The “Washington Monument strategy” is named after a tactic used by the National Park Service to threaten closure of the popular Washington Monument when lawmakers proposed serious cuts in spending on parks.
Roll Call calls it “an old legislative ploy where an agency threatens to close popular services first.”
The strategy is used at all levels of government in an attempt to get the public to rally around government services they take pride in or find useful.
A classic example of the Washington Monument Strategy occurred when there were proposed budget cuts to the National Park Service.
In response, the agency highlighted that such cuts would force them to reduce the operating hours or even close popular national monuments and parks.
By publicizing the potential closure of beloved and iconic sites, the National Park Service aimed to galvanize public opposition to the budget cuts, hoping that the resulting public outcry would pressure lawmakers into maintaining or increasing the agency’s funding.
This strategy plays on the emotional connection people have with national landmarks and the public’s desire to maintain access to them.
Closing libraries on certain days of the week or reducing days of trash pick up appears to have the same effect.

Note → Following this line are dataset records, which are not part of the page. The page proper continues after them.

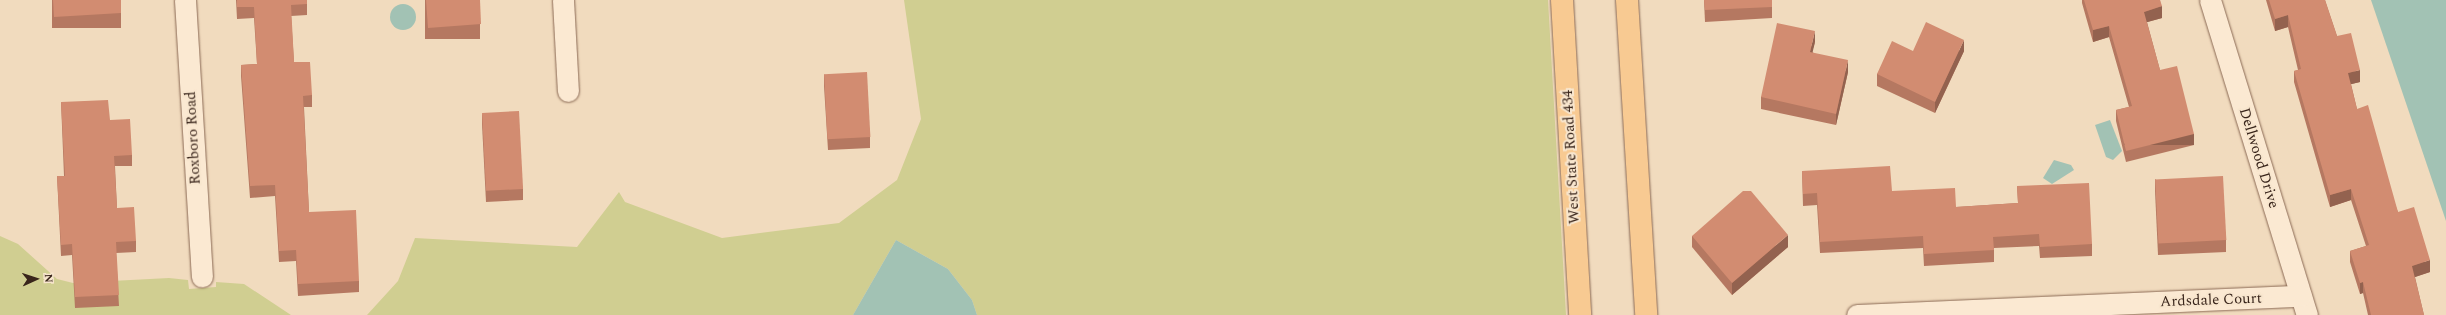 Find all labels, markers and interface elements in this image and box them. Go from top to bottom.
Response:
street label: West State Road 434 [1559,90,1583,224]
street label: Roxboro Road [182,91,204,185]
street label: Dellwood Drive [2235,106,2283,210]
north arrow [16,259,56,299]
text: N [40,273,57,283]
street label: Ardsdale Court [2160,289,2262,311]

Use of “Washington Monument Strategy” in a sentence
- Critics argue that the Pentagon is employing a Washington Monument strategy by threatening to cut popular programs first, thereby rallying public opposition to any budget reductions.
- The mayor warned that closing the community center was not a Washington Monument strategy but a necessity due to dire budget constraints, though many constituents remained skeptical.
- During budget negotiations, the agency director was accused of using a Washington Monument strategy by announcing the potential closure of national parks, thus aiming to generate public outcry and preserve funding.